Liam beugte sich zu ihr, um ebenfalls auf das Bildnis sehen zu können. Das Bildnis einer ihm unbekannten Frau, blickte ihm daraus entgegen, mit dunklem, schwarzen Haar und verschiedenfarbigen Augen.
„Sie sieht aus wie du", behauptete Tigerlilly überzeugt und Liam musste erheitert losprusten. „Findest du?", murmelte er dann zweifelnd.
„Natürlich! Wer ist sie?"
„Ich ..." Liam überlegte angestrengt, doch traf wieder nur auf die geheimnisvolle Nebelwand in seinem Kopf, „weiß es nicht genau."

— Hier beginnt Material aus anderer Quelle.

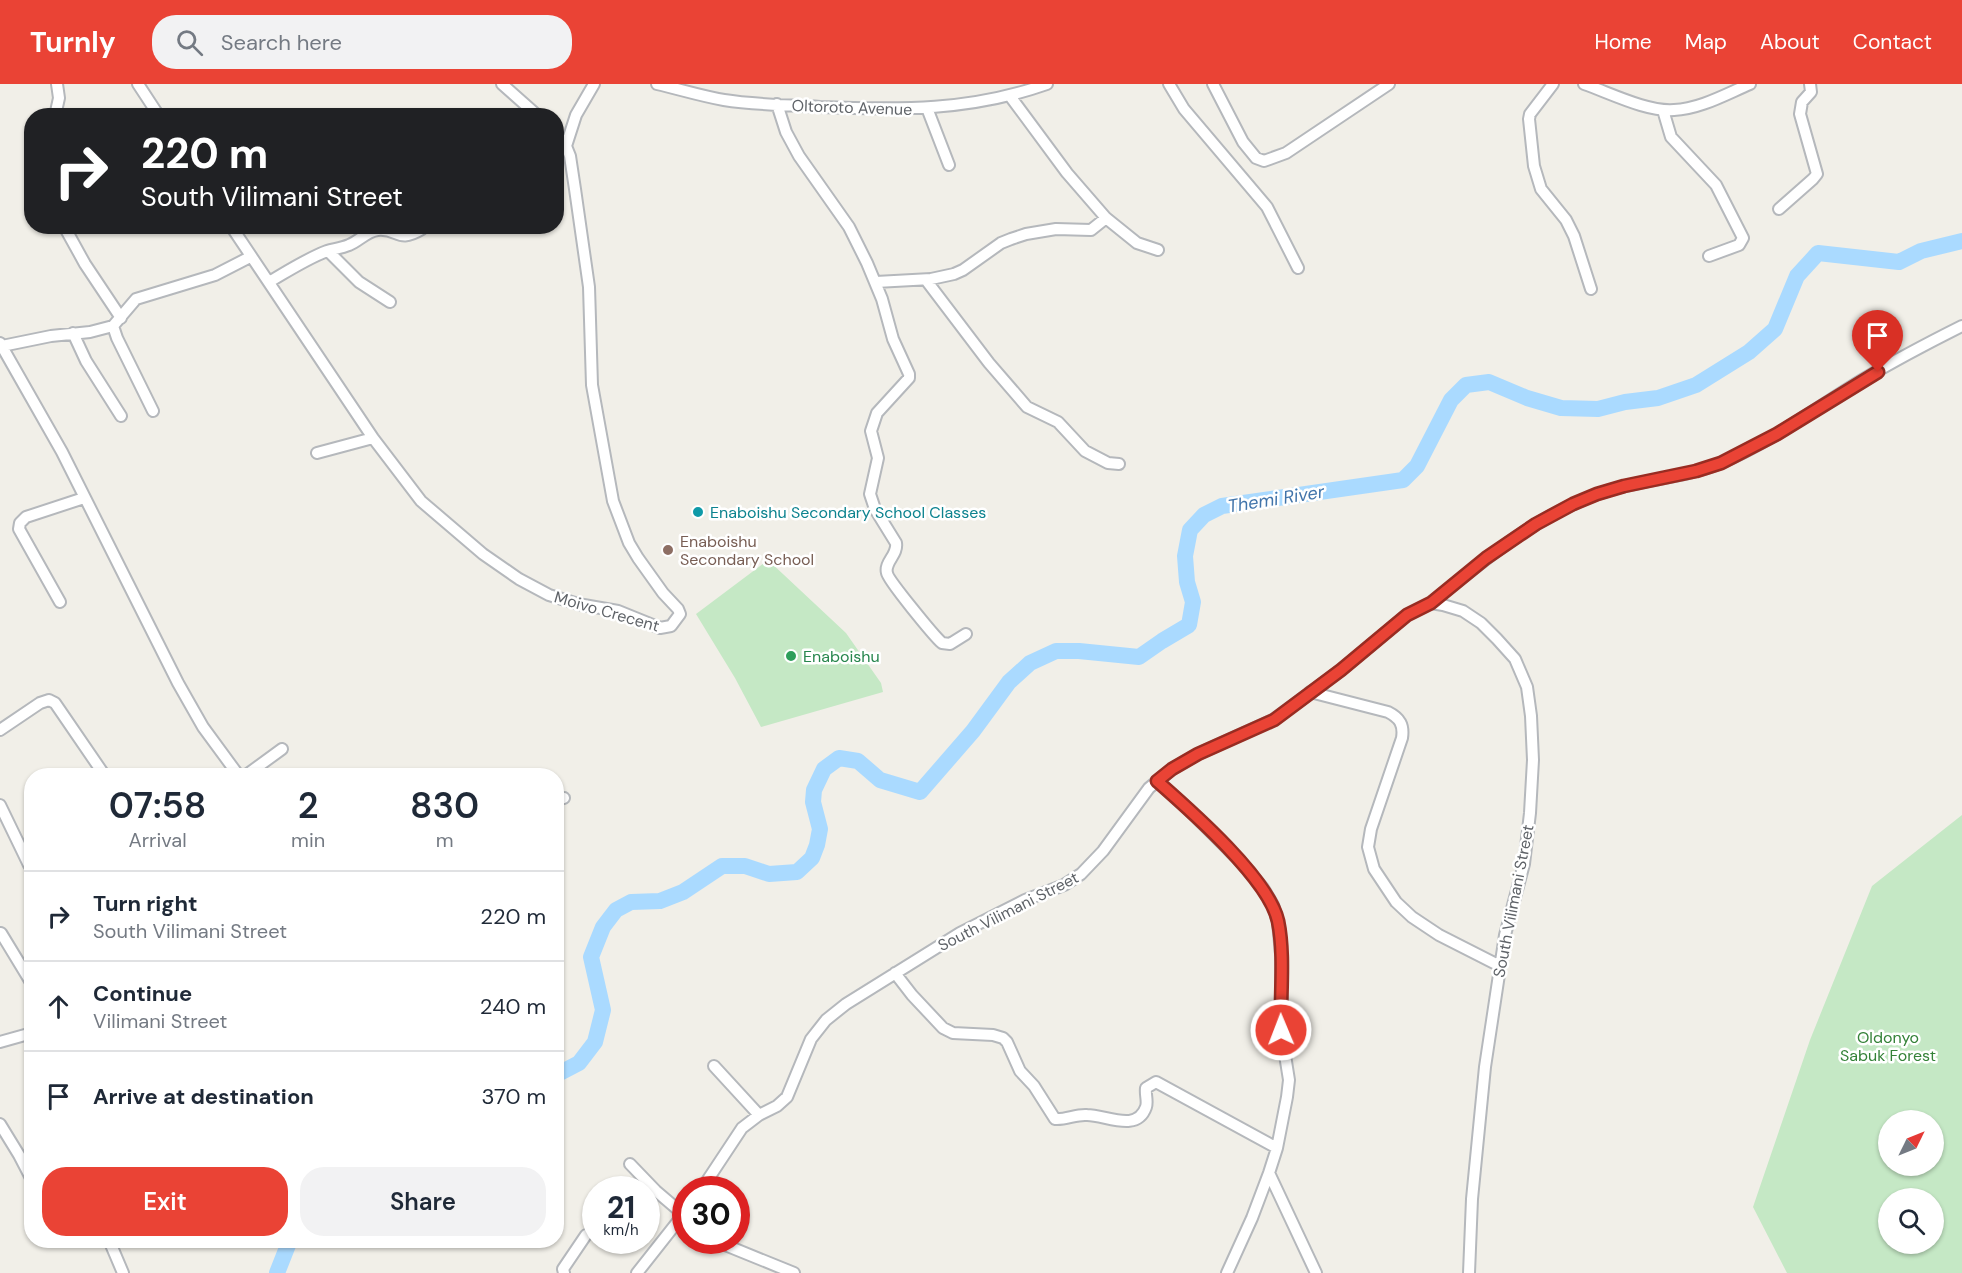 <!DOCTYPE html>
<style>
body{margin:0;font-family:"DM Sans",sans-serif;background:#f2f2f3;color:#1f2937;height:100vh;display:flex;flex-direction:column;font-size:22px;white-space:nowrap}
*{box-sizing:border-box;margin:0}
p{font-size:20px;color:#747a83}
.icon{flex:none;width:33px;height:33px;fill:none;stroke:currentColor;stroke-width:2;stroke-linecap:round;stroke-linejoin:round}
.map{position:relative;flex:1;overflow:hidden}
.drawer{position:absolute;left:24px;top:684px;width:540px;height:480px;display:flex;flex-direction:column;background:#fff;border-radius:24px;box-shadow:0 2px 4px #0004}
.drawer>*{flex:none}
.guide{position:absolute;left:24px;top:24px;width:540px;height:126px;border-radius:24px;box-shadow:0 2px 4px #0004;background:#202124;color:#fff;overflow:hidden}
.needle{width:39px;rotate:47deg}
.fabs{position:absolute;left:1878px;top:1026px;display:grid;gap:12px}
.fabs a{display:grid;place-items:center;width:66px;height:66px;border-radius:50%;background:#fff;box-shadow:0 2px 4px #0004;font-size:30px}
.speed{position:absolute;left:582px;top:1092px;display:flex;gap:12px;font-size:30px;font-weight:700;text-align:center}
.speed>*{display:grid;place-content:center;width:78px;height:78px;border-radius:50%;background:#fff;box-shadow:0 2px 4px #0004;line-height:1}
.speed small{font-size:15px;font-weight:400}
.speed .limit{border:9px solid #d22;background:#fff;color:#111}
.pin{position:absolute;display:grid;place-items:center;width:51px;height:51px;color:#fff;margin:-62px -26px;border-radius:50% 50% 50% 0;rotate:-45deg;box-shadow:0 0 6px #0007}
.pin .icon{rotate:45deg}
.me{position:absolute;width:66px;margin:-33px;rotate:359deg;stroke-linejoin:round;filter:drop-shadow(0 0 4px #0008)}
.turn{display:flex;align-items:center;gap:21px;height:126px;padding:0 18px;font-size:27px}
.turn .icon{width:78px;height:78px;stroke-width:2.5}
.turn b{display:block;font-size:42px;line-height:51px}
.eta{display:flex;justify-content:space-evenly;align-items:center;height:102px;text-align:center}
.eta b{font-size:36px;font-weight:600;line-height:42px}
.primary-button{display:flex;gap:12px;margin-top:auto;padding:12px 18px}
.primary-button a{flex:1;height:69px;border-radius:24px;background:#ea4335;color:#fff;font-size:24px;font-weight:600;line-height:69px;text-align:center}
.primary-button a+a{background:#f2f2f3;color:#1f2937}
ul{padding:0;list-style:none}
li{display:flex;align-items:center;gap:18px;height:90px;padding:0 18px;border-top:2px solid #e0e1e3}
li div{flex:1}
li b{display:block;font-size:22px}
li em{font-style:normal}
header{display:flex;align-items:center;gap:36px;box-sizing:border-box;height:84px;padding:0 30px;background:#ea4335;color:#fff}
header strong{font-size:28px}
nav{display:flex;gap:33px;margin-inline-start:auto;font-size:21px}
.search{width:420px;height:54px;background:#f2f2f3;display:flex;align-items:center;gap:15px;box-sizing:border-box;padding:0 21px;border-radius:24px;color:#747a83;font-size:22px}
.map>svg:first-child{display:block}
.green{fill:#c5e8c5;fill-rule:evenodd}
.lines{fill:none;stroke-linecap:round;stroke-linejoin:round}
.river{stroke:#aadaff;stroke-width:16}
.minor-casing{stroke:#b5b8bc;stroke-width:14}
.minor{stroke:#fff;stroke-width:10}
.route-casing{stroke:#982c22;stroke-width:15}
.route{stroke:#ea4335;stroke-width:10}
.culture-dot{fill:#0f9aa8;stroke:#fff;stroke-width:2}
.education-dot{fill:#8d6e63;stroke:#fff;stroke-width:2}
.leisure-dot{fill:#2e9e5b;stroke:#fff;stroke-width:2}
.labels{text-anchor:middle;stroke-width:5;stroke-linejoin:round;paint-order:stroke}
.street-label{font-size:16px;fill:#5f6368;stroke:#fff}
.culture-label{font-size:16px;fill:#0d838f;stroke:#fff;text-anchor:start}
.education-label{font-size:16px;fill:#785e54;stroke:#fff;text-anchor:start}
.leisure-label{font-size:16px;fill:#27864d;stroke:#fff;text-anchor:start}
.park-label{font-size:16px;fill:#348238;stroke:#fff}
.water-label{font-size:18px;font-style:italic;fill:#4174aa;stroke:#fff}
</style>
<header>
<strong>Turnly</strong>
<div class="search"><svg class="icon" aria-label="search" viewBox="0 0 24 24"><circle cx="10" cy="10" r="6"/><path d="M15 15l6 6"/></svg>Search here</div>
<nav><a>Home</a><a>Map</a><a>About</a><a>Contact</a></nav>
</header>
<div class="map">
<svg width="1962" height="1189" viewBox="0 0 1962 1189">
<rect width="100%" height="100%" fill="#f1efe8"/>
<!-- green -->
<path class="green" d="M768,476L846,549L881,599L883,608L761,643L735,594L696,530Z
M1962,731V1189H1787L1753,1123L1810,956L1872,802ZM1888,1036H1934V1082H1888ZM1888,1114H1934V1160H1888Z"/>
<g class="lines">
<!-- river -->
<path class="river" d="M556,991L579,979L595,958L603,926L591,873L603,843L616,826L631,818L660,817L683,808L722,782H745L769,790L797,788L812,774L817,761L820,745L813,718L814,706L824,685L839,674L858,677L880,696L920,708L973,647L1009,598L1030,579L1056,567H1079L1139,573L1162,557L1189,541L1193,518L1187,498L1185,472L1190,446L1204,431L1222,422L1403,396L1417,382L1451,316L1466,301L1489,298L1527,314L1561,324L1598,325L1625,318L1658,314L1696,301L1749,268L1775,245L1797,192L1818,169L1899,178L1921,167L1962,157
M277,1189L290,1156"/>
<!-- minor casing -->
<g class="minor-casing">
<path id="minor" d="M138,0L159,32
M502,0L538,32
M657,0C679,5 701,12 724,16C755,21 788,21 820,23C901,26 970,27 1047,0
M1169,0L1184,25L1267,123L1298,184
M1213,0L1243,58L1256,74L1264,77L1286,69L1389,0
M1553,0L1530,30L1529,35L1534,82L1541,105L1566,136L1574,152L1591,205
M1584,0C1610,9 1647,28 1674,26C1700,25 1726,10 1750,0
M1010,12L1067,89L1106,134L1137,159L1158,166
M777,20L786,48L799,72L849,143L867,179L882,215L893,255L909,290V294L877,329L871,347L878,374L870,410L875,425L896,459C898,471 884,478 887,489C888,496 934,552 942,559L950,560L966,550
M927,24L949,81
M1663,26L1671,53L1716,101L1743,154L1739,161L1709,172
M55,32L59,14L57,0
M566,62L576,31L594,0
M1779,125L1813,95L1817,90L1800,30L1802,18L1811,8L1810,0
M64,142L85,180L121,234
M231,142L373,354L421,417L483,470L519,495L549,511L578,520L618,527L660,544L671,542L680,530L678,525L663,509L638,474L629,459L613,417L592,301L589,203L575,105L570,72L566,62L556,49
M328,167L359,198L390,218
M926,196L989,279L1027,323L1058,338L1085,367L1108,379L1119,380
M269,198C288,187 306,175 327,167C334,165 342,164 349,161C359,157 367,147 378,146C399,144 397,160 422,145
M876,198L931,195L954,190L963,186L1001,159L1011,155L1026,150L1056,145L1091,146L1106,134
M113,242L117,254L153,327
M73,249L86,277L121,332
M0,259L62,368L178,599L203,643L239,692
M2,262L51,252L90,248L113,242L136,215L215,191L250,173
M317,369L373,354
M60,518L19,445L20,439L26,433L84,414
M1431,519C1483,477 1534,433 1598,410C1638,395 1682,395 1721,379C1771,358 1816,324 1862,296C1894,277 1928,259 1962,242
M1310,608L1388,628C1400,634 1404,641 1402,654L1371,745L1368,763L1374,785L1396,818L1412,833L1439,851L1500,882
M0,646L40,619L49,616L55,619L105,692
M245,692L282,665
M1157,697L1186,723L1240,777L1263,804L1273,821L1278,838L1281,870V946L1289,996L1287,1013L1277,1064L1269,1089L1252,1134L1227,1189
M556,715L564,714
M0,721L29,781
M1,849L32,900
M895,889L912,911L943,944L953,949L993,951L1003,954L1007,958L1020,987L1034,1002L1055,1035C1066,1036 1076,1030 1087,1031C1106,1031 1137,1049 1146,1023C1148,1017 1145,1011 1146,1004L1156,998L1277,1064
M0,958L32,949
M714,982L759,1031
M0,1040L19,1071L32,1096
M630,1080L656,1107L683,1130
M1269,1089L1316,1189
M701,1106L742,1044L759,1031L777,1022L787,1013L811,955L826,936L846,920L960,849L1025,816L1064,801L1081,790L1103,767L1149,704L1172,685L1198,670L1273,636L1341,586L1407,531L1431,519L1443,521L1463,527L1481,539L1497,555L1515,575L1527,603L1531,632L1533,676L1530,729L1524,780L1505,851L1485,983L1472,1115L1469,1189
M109,1156L123,1189
M713,1156L794,1189
M564,1189L563,1185L586,1151
M637,1189L686,1127"/>
</g>
<!-- minor -->
<use href="#minor" class="minor"/>
</g>
<g class="lines">
<!-- route casing -->
<g class="route-casing">
<path id="route" d="M1281,946C1280,912 1285,871 1278,837C1269,795 1190,726 1157,697L1172,685L1198,670L1274,636L1341,586L1407,531L1431,519L1486,474L1536,440L1573,420L1597,410L1624,402L1696,387L1721,379L1777,350L1878,288"/>
</g>
<!-- route -->
<use href="#route" class="route"/>
</g>
<!-- markers -->
<circle class="culture-dot" cx="698" cy="428" r="6"/>
<circle class="education-dot" cx="668" cy="466" r="6"/>
<circle class="leisure-dot" cx="791" cy="572" r="6"/>
<g class="labels">
<!-- street labels -->
<g class="street-label">
<text transform="translate(852 23) rotate(2)" y="6">Oltoroto Avenue</text>
<text transform="translate(607 527) rotate(16)" y="6">Moivo Crecent</text>
<text transform="translate(1513 817) rotate(-79)" y="6">South Vilimani Street</text>
<text transform="translate(1008 827) rotate(-27)" y="6">South Vilimani Street</text>
</g>
<!-- culture labels -->
<g class="culture-label">
<text x="710" y="434">Enaboishu Secondary School Classes</text>
</g>
<!-- education labels -->
<g class="education-label">
<text x="680" y="463">Enaboishu<tspan x="680" dy="18">Secondary School</tspan></text>
</g>
<!-- leisure labels -->
<g class="leisure-label">
<text x="803" y="578">Enaboishu</text>
</g>
<!-- park labels -->
<g class="park-label">
<text x="1888" y="959">Oldonyo<tspan x="1888" dy="18">Sabuk Forest</tspan></text>
</g>
<!-- water labels -->
<g class="water-label">
<text transform="translate(1276 415) rotate(-9)" y="6">Themi River</text>
</g>
</g>
</svg>
<div class="fabs">
<a><svg class="needle" viewBox="-14 -14 28 28"><path d="M0-13l5 13h-10z" fill="#e53935"/><path d="M0 13l5-13h-10z" fill="#747a83"/></svg></a>
<a><svg class="icon" aria-label="search" viewBox="0 0 24 24"><circle cx="10" cy="10" r="6"/><path d="M15 15l6 6"/></svg></a>
</div>
<div class="speed"><div>21<small>km/h</small></div><div class="limit">30</div></div>
<div class="pin" style="left:1878px;top:288px;background:#d93025"><svg class="icon" aria-label="arrive" viewBox="0 0 24 24"><path d="M6 21V4h12l-3 4 3 4H6"/></svg></div>
<svg class="me" style="left:1281px;top:946px" viewBox="-20 -20 40 40"><circle r="17" fill="#ea4335" stroke="#fff" stroke-width="3"/><path d="M0-11L8 9 0 5-8 9z" fill="#fff"/></svg>
<div class="guide">
<div class="turn"><svg class="icon" aria-label="right" viewBox="0 0 24 24"><path d="M7 20v-9h11M14 6l5 5-5 5"/></svg><div><b>220 m</b>South Vilimani Street</div></div>
</div>
<section class="drawer">
<div class="eta">
<div><b>07:58</b><p>Arrival</p></div>
<div><b>2</b><p>min</p></div>
<div><b>830</b><p>m</p></div>
</div>
<ul>
<li><svg class="icon" aria-label="right" viewBox="0 0 24 24"><path d="M7 20v-9h11M14 6l5 5-5 5"/></svg><div><b>Turn right</b><p>South Vilimani Street</p></div><em>220 m</em></li>
<li><svg class="icon" aria-label="ahead" viewBox="0 0 24 24"><path d="M12 20V5M6 11l6-6 6 6"/></svg><div><b>Continue</b><p>Vilimani Street</p></div><em>240 m</em></li>
<li><svg class="icon" aria-label="arrive" viewBox="0 0 24 24"><path d="M6 21V4h12l-3 4 3 4H6"/></svg><div><b>Arrive at destination</b></div><em>370 m</em></li>
</ul>
<div class="primary-button"><a>Exit</a><a>Share</a></div>
</section>
</div>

Doch diese Frage beschäftigte ihn sehr und selbst der Feuertanz konnte ihn danach nicht mehr in seinen Bann ziehen. Den ganzen Abend saß Liam nur noch abwesend da und starrte wie hypnotisiert auf das Schmuckstück in seiner Hand.
*
Auch am darauffolgenden Morgen war Liam abwesend und sehr in sich gekehrt, immer wieder holte er das Medaillon mit dem Bildnis der fremden Frau unter seinem Hemdkragen hervor und betrachtete es wehmutsvoll. Die anderen Verlorenen tobten unterdessen wild herum oder forderten sich gegenseitig zu Mutproben heraus. Es wurde gelacht und gespielt, gerannt und getobt.
Doch all die herrschende Heiterkeit prallte an Liam ab wie Regen an einer Kunststoffplane.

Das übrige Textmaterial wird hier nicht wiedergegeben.